Hill panel laments IT security weaknesses
Hill panel laments IT security weaknesses
Agencies that have shown the most improvement are the ones that have been embarrassed in the past, congressman saysBY TONY LEE ORR
| GCN STAFF
The government's failure to secure its information systems is leaving the federal infrastructure open to significant risk, witnesses this month told the House Energy and Commerce Subcommittee on Oversight and Investigations.
Agencies that have felt 'the sting of public embarrassment' have shown some improvement, said the committee's chairman, Rep. W.J. 'Billy' Tauzin (R-La.), but agencies overall 'are just treading water.'
Rep. W.J. 'Billy' Tauzin waves an IG report about flawed HCFA security. Public embarrassment sometimes forces agencies to get serious about computer security, he says.

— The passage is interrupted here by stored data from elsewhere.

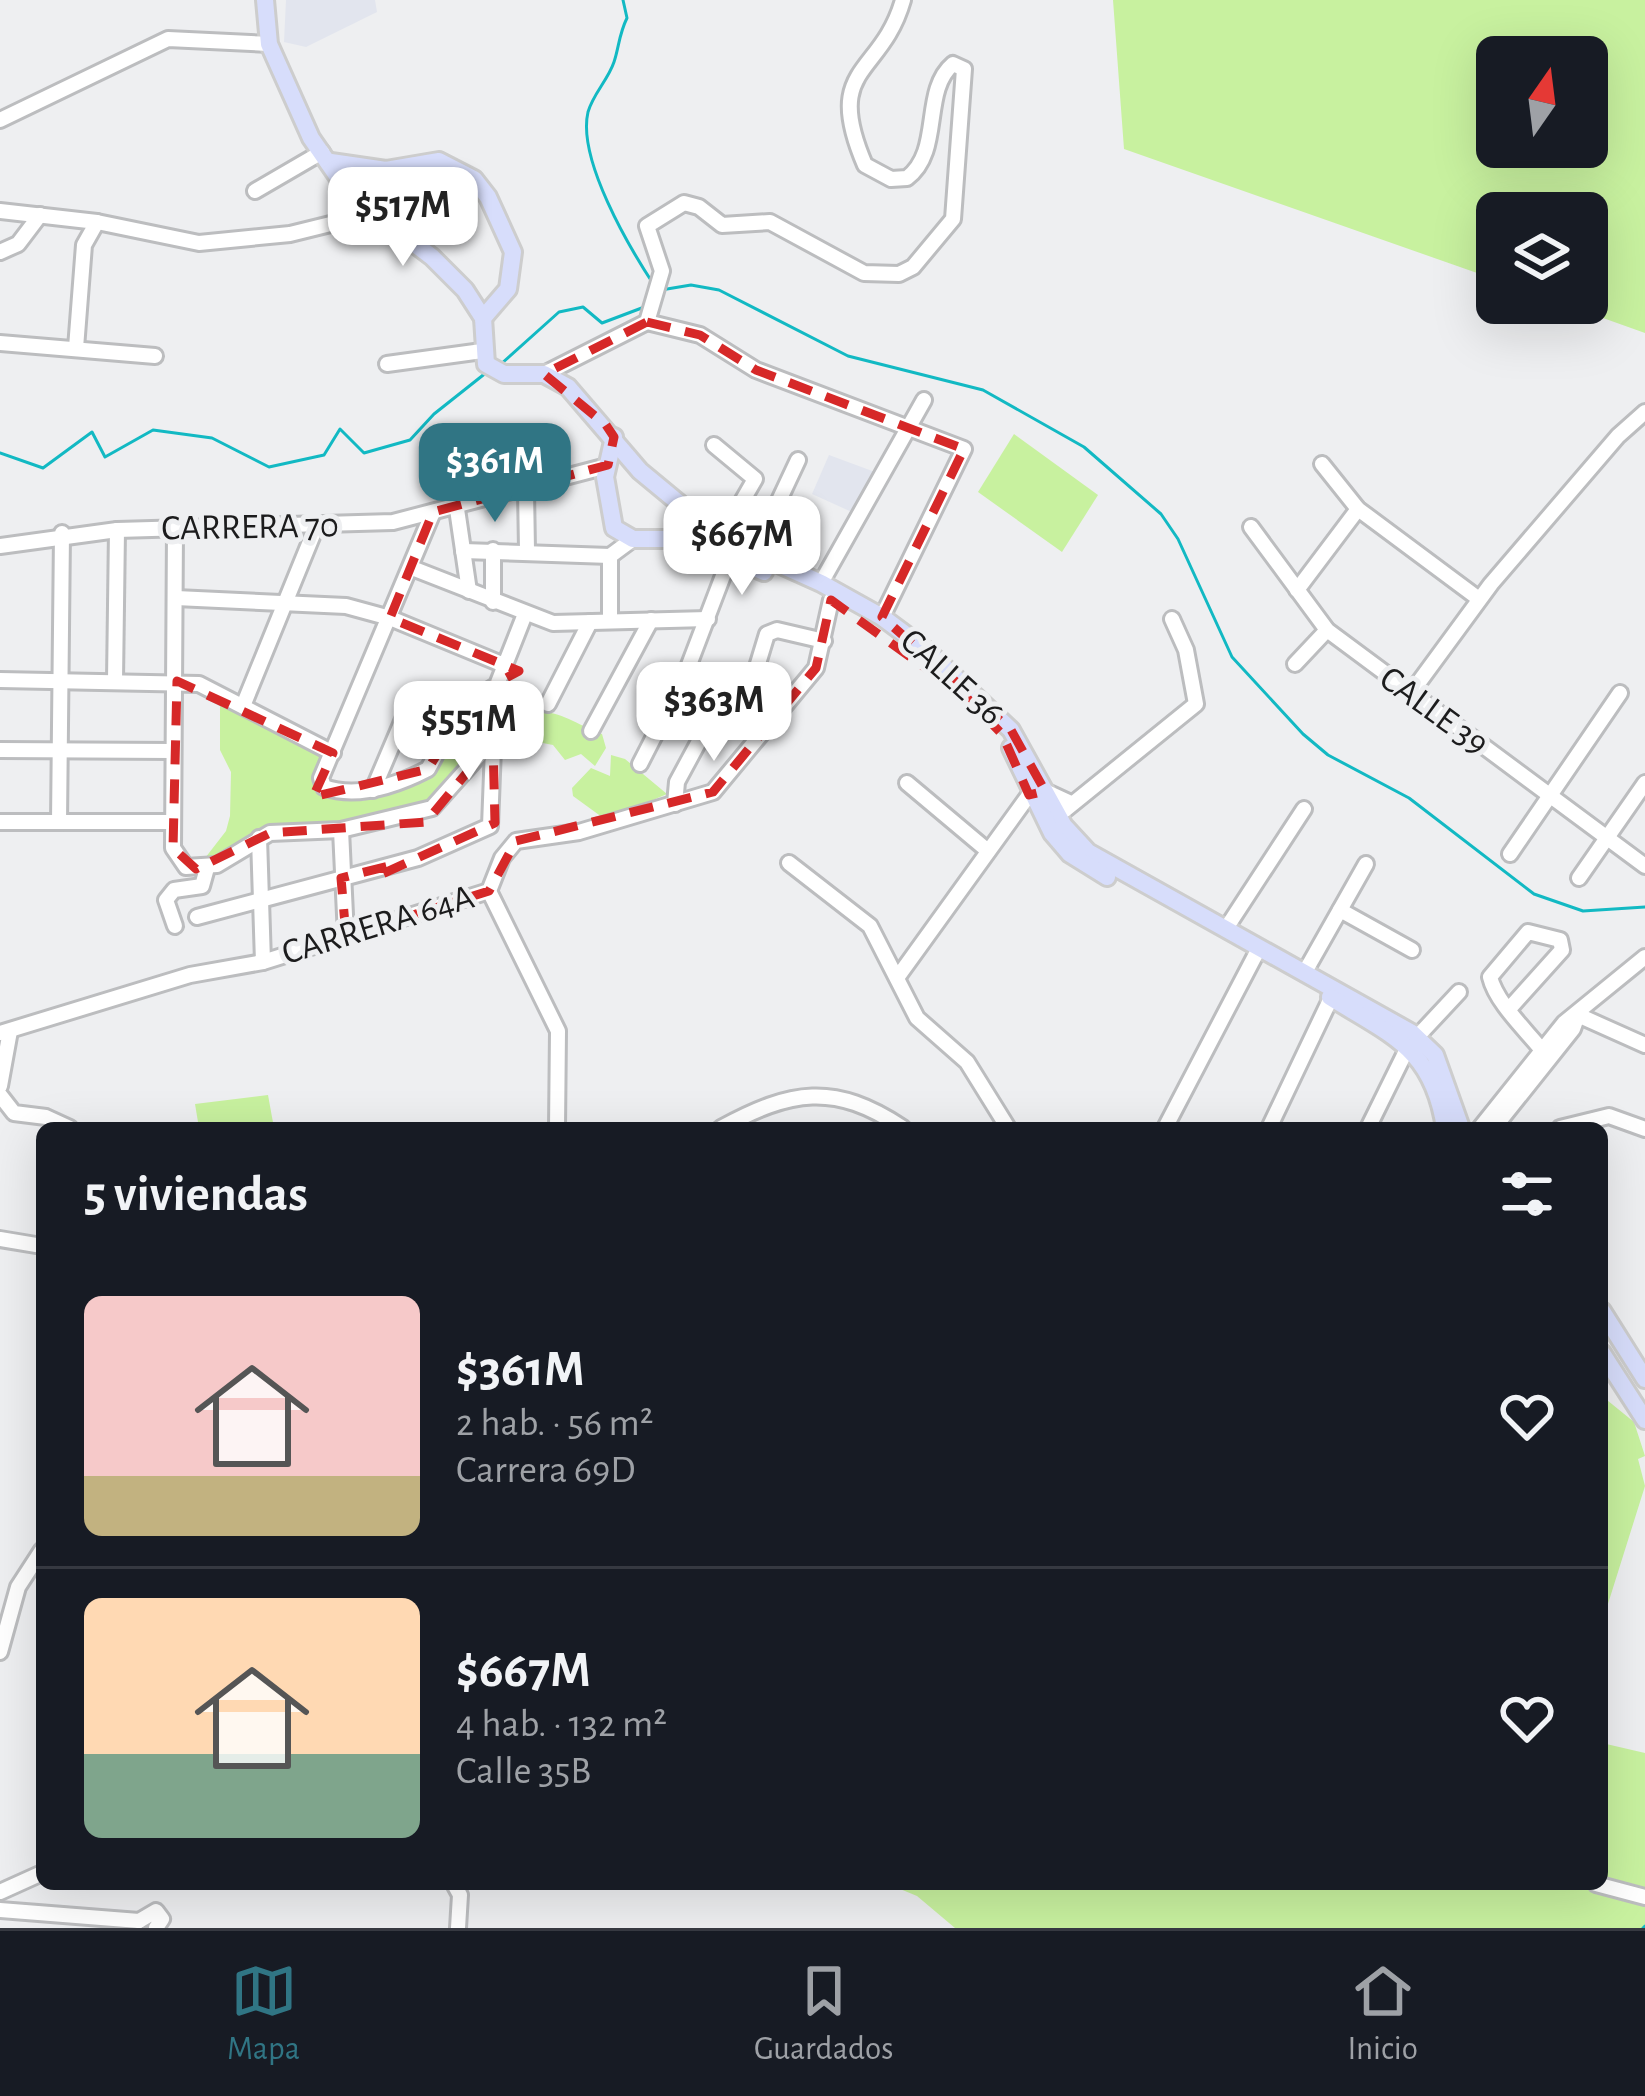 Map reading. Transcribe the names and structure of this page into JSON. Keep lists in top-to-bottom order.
{
  "streets": {
    "main road": ["CALLE 36"],
    "street": ["CARRERA 70", "CALLE 39", "CARRERA 64A"]
  },
  "crossings": [
    ["CALLE 36", "CARRERA 64A"]
  ],
  "north": "top",
  "page": {
    "price": [
      "$517M",
      "$361M",
      "$667M",
      "$363M",
      "$551M"
    ],
    "heading": "5 viviendas",
    "list": [
      {
        "name": "$361M",
        "note": "2 hab. · 56 m² · Carrera 69D"
      },
      {
        "name": "$667M",
        "note": "4 hab. · 132 m² · Calle 35B"
      }
    ],
    "tabs": ["Mapa", "Guardados", "Inicio"]
  }
}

Tauzin cited a report from the Health and Human Services Department's inspector general about numerous systems weaknesses that permitted unauthorized access to Health Care Financing Administration data.

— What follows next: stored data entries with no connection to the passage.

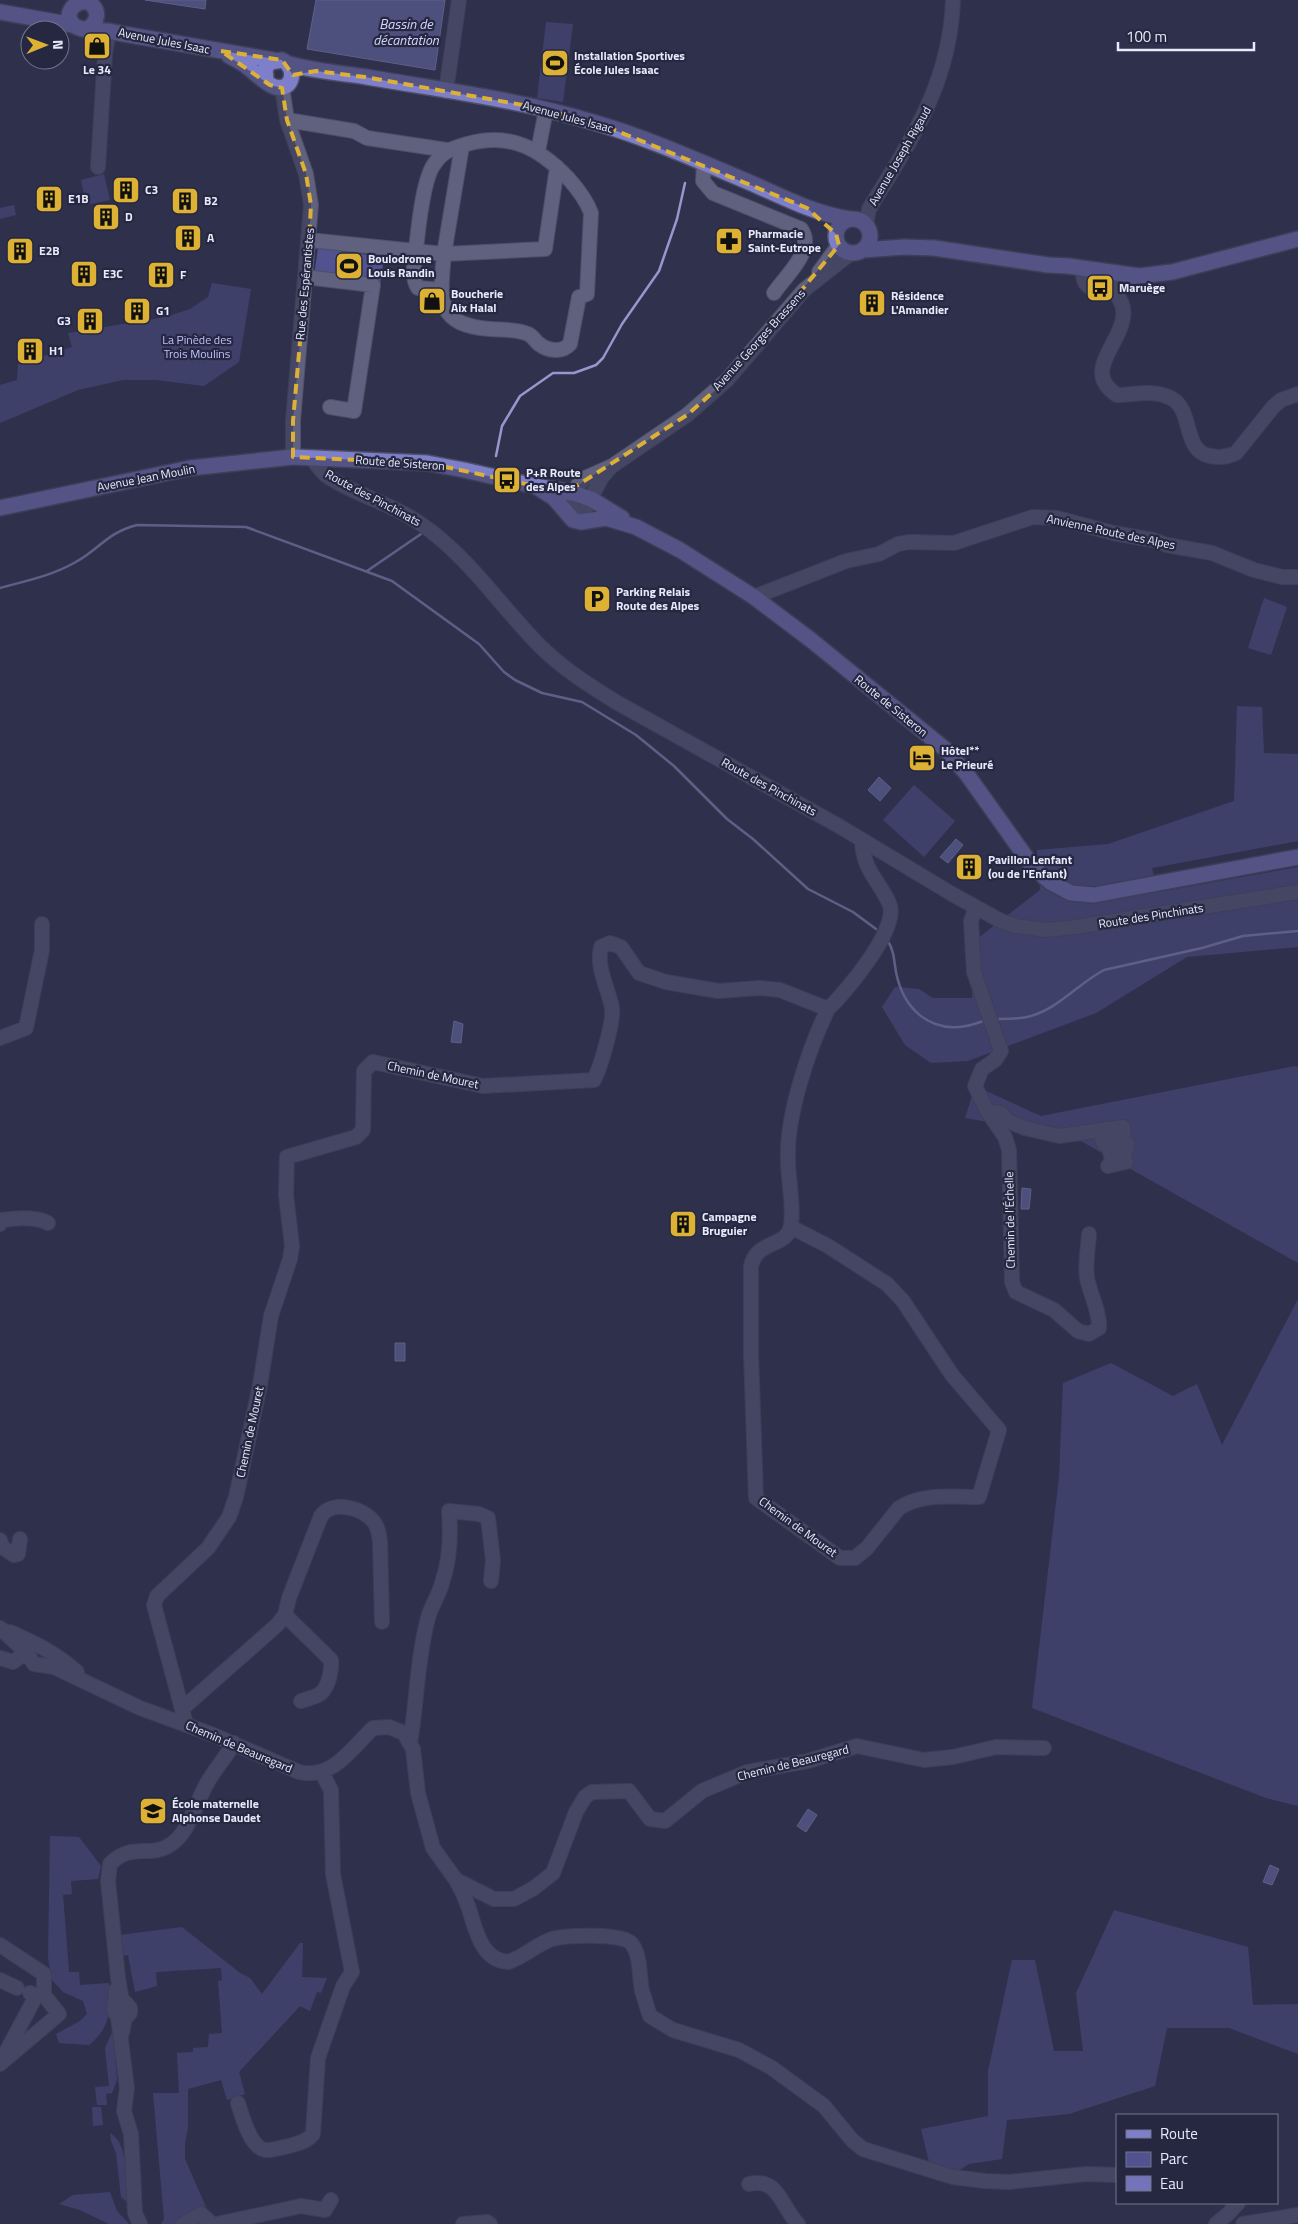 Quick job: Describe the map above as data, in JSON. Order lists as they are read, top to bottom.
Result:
{
  "streets": {
    "main road": ["Avenue Jules Isaac", "Route de Sisteron", "Avenue Jean Moulin"],
    "street": [
      "Avenue Joseph Rigaud",
      "Rue des Espérantistes",
      "Avenue Georges Brassens",
      "Route des Pinchinats",
      "Anvienne Route des Alpes",
      "Chemin de Mouret",
      "Chemin de l’Échelle",
      "Chemin de Beauregard"
    ]
  },
  "crossings": [
    ["Avenue Jules Isaac", "Avenue Joseph Rigaud"],
    ["Avenue Jules Isaac", "Rue des Espérantistes"],
    ["Avenue Jules Isaac", "Avenue Georges Brassens"],
    ["Rue des Espérantistes", "Route de Sisteron"],
    ["Rue des Espérantistes", "Avenue Jean Moulin"],
    ["Avenue Georges Brassens", "Route de Sisteron"],
    ["Route de Sisteron", "Avenue Jean Moulin"],
    ["Route de Sisteron", "Route des Pinchinats"],
    ["Route de Sisteron", "Anvienne Route des Alpes"],
    ["Route des Pinchinats", "Chemin de l’Échelle"]
  ],
  "water": ["Bassin de décantation"],
  "parks": ["La Pinède des Trois Moulins"],
  "places": {
    "shop": ["Le 34", "Boucherie Aix Halal"],
    "sports": ["Installation Sportives École Jules Isaac", "Boulodrome Louis Randin"],
    "building": [
      "C3",
      "E1B",
      "B2",
      "D",
      "A",
      "E2B",
      "E3C",
      "F",
      "Résidence L'Amandier",
      "G1",
      "G3",
      "H1",
      "Pavillon Lenfant (ou de l'Enfant)",
      "Campagne Bruguier"
    ],
    "pharmacy": ["Pharmacie Saint-Eutrope"],
    "bus stop": ["Maruège", "P+R Route des Alpes"],
    "parking": ["Parking Relais Route des Alpes"],
    "hotel": ["Hôtel** Le Prieuré"],
    "school or university": ["École maternelle Alphonse Daudet"]
  },
  "legend": ["Route", "Parc", "Eau"],
  "scale_bar": "100 m",
  "north": "right"
}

Poor system controls are the norm at HCFA, according to the IG's review, Report on the Financial Statement Audit of the Department of Health and Human Services for Fiscal Year 2000
The IG said HCFA contractors are responsible for most of the weaknesses. Of the 124 flaws the IG's staff identified during reviews at nine Medicare data processing facilities, it attributed nine to HCFA employees or procedures.
The report said control vulnerabilities allowed unauthorized access to sensitive information and made it possible for hackers to tamper with files.
HCFA officials said the report overstated the problems.
'To our knowledge there have been no problems involving money or confidential medical records,' said a HCFA spokesman who asked not to be identified. 'No sensitive records have been hacked into.'
Tauzin said he would have his committee investigate whether HCFA records had been compromised. In the meantime, HCFA is cracking down on its contractors, the spokesman said.
HCFA's problems are not uncommon, said other officials who testified.Moving target
Securing the government's systems against intrusion is like trying to secure a house that has 65,536 doors and windows, each needing to be locked, said Tom Noonan, president and chief executive officer of Internet Security Systems Inc. of Atlanta.
The open nature of most operating systems increases risk, he said, noting that most users aren't savvy enough to lock down all the loopholes.
Federal investigators are working on 102 cases of intrusion into government systems, said Ronald L. Dick, director of the FBI's National Infrastructure Protection Center. Many cases involve multiple incidents, he said, and some cases involve hundreds of compromised systems.
Sallie McDonald, the General Services Administration's assistant commissioner for information assurance and critical infrastructure, said about 80 percent of hacking incidents go unreported because systems operators are unaware of them. Last year, 586 were reported, she said.
GSA is pushing agencies to hire security companies to help them lock down their systems against cyberattacks, McDonald said. Agencies that use services are asked to share their findings with GSA so other agencies can learn how to protect themselves, she said.
A good cybersecurity program includes both an evaluation of vulnerabilities and consistent intrusion detection, McDonald said. It is only by sheer luck that agencies have avoided a serious hacking attack by a foreign power, she and others testified.Growing menace
The threat of cyberwarfare grows with technological advances and the increased dependence on systems, Dick said.
So far, severe hacking incidents mainly have affected agencies that deal with the environment and scientific research, McDonald said.
In September 1999, a hacker took over an Environmental Protection Agency computer and altered the system's access controls, blocking EPA employees from accessing their own files, said Robert F. Dacey, the General Accounting Office's director of information security.
EPA is implementing a plan to offset the weaknesses but doesn't expect to complete the work until 2002, he said. In the meantime, the agency continues to report internal control weaknesses under the Federal Managers' Financial Integrity Act of 1982.
Most agencies with poor systems security have failed to establish agencywide security frameworks, Dacey said.